At the end of that meeting, a top economic advisor, Walter Heller, told the new president that he had been directed by Kennedy to find ways to help people in poverty.

ROBERT CARO: And Johnson slams the door shut so he can talk to Heller another couple of minutes about it and he says to Johnson: Well, how fast do you want to move ahead with this program? And Johnson says to him: Full tilt.

MONTAGNE: That's LBJ biographer Robert Caro describing a moment that would lead six week later to a now-famous speech, Johnson's first State of the Union address. We're marking its 50th anniversary today.

GREENE: LBJ laid out an ambitious plan to fight poverty. It would help him politically as many liberals who supported more help for the poor were suspicious of the new president, but poverty was also something this president knew personally.


PRESIDENT LYNDON B. JOHNSON: We shall not rest until that war is won. The richest nation on earth can afford to win it. We cannot afford to lose it.

GREENE: NPR is spending time this year looking at whether the nation has won or lost the war on poverty.
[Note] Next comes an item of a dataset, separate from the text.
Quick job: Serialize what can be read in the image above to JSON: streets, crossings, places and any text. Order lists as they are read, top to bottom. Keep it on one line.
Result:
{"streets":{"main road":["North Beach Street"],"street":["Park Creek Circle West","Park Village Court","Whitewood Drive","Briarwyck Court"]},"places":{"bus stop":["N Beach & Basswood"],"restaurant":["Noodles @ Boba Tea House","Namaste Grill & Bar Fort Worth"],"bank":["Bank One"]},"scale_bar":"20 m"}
Now, with the help of biographer Robert Caro, let's return to the moment that war was declared in that speech by Johnson.

CARO: To look at his face as he's saying those words, you know, Johnson did not have a handsome face, but he had a very tough face, and sometimes his eyes narrow and his lips would get into a very thin, grim line, and they're sort of pulled down on the corners so they almost seem like a snarl.

I wrote in my book that the senators and representatives sitting below him as he was making the speech were suddenly looking into a face that they knew from his time in Congress, the face of a Lyndon Johnson who was determined to win. He put everything into that speech because it was something he believed in so deeply.

GREENE: Well, let's talk about why he believe in it so deeply. A lot of it goes back to his childhood in Texas.

CARO: Yes, you know, his father failed. He once had been a very respected state legislator and businessman, and he totally failed. And as a result, for the rest of his boyhood, Lyndon lived in a home that they were literally afraid every month that the bank might take away.

And there was often no food in the house, and neighbors had to bring covered dishes with food. In this little town, to be that poor, there were constant moments of humiliation for him, and insecurity; was a terrible boyhood.

GREENE: You wrote in one of your books that he hated poverty so much that there were moments when, for example, someone would point out some children passing by and say that they were wearing rags and he would get very offended by that and say, those are not rags.

CARO: Yes. Offended and hurt. You know, one of the time that happened was when they were on - he was still vice president and they were on a motorcade in Iran and they passed a group of children and one of the people with him, A Dr. Hurst, his cardiologist actually, said to Johnson: Look at the rags those children are wearing.

And Johnson just exploded and he said: That's not rags. Those are patched clothes. That's a lot different from rags. And Hurst said I realized then how much he hated poverty. And the reason, of course, that rags meant something very specific to Johnson was that he had younger brothers and sisters and they were wearing patched clothes because they were so poor.

He didn't want them called rags. Rags meant something even worse.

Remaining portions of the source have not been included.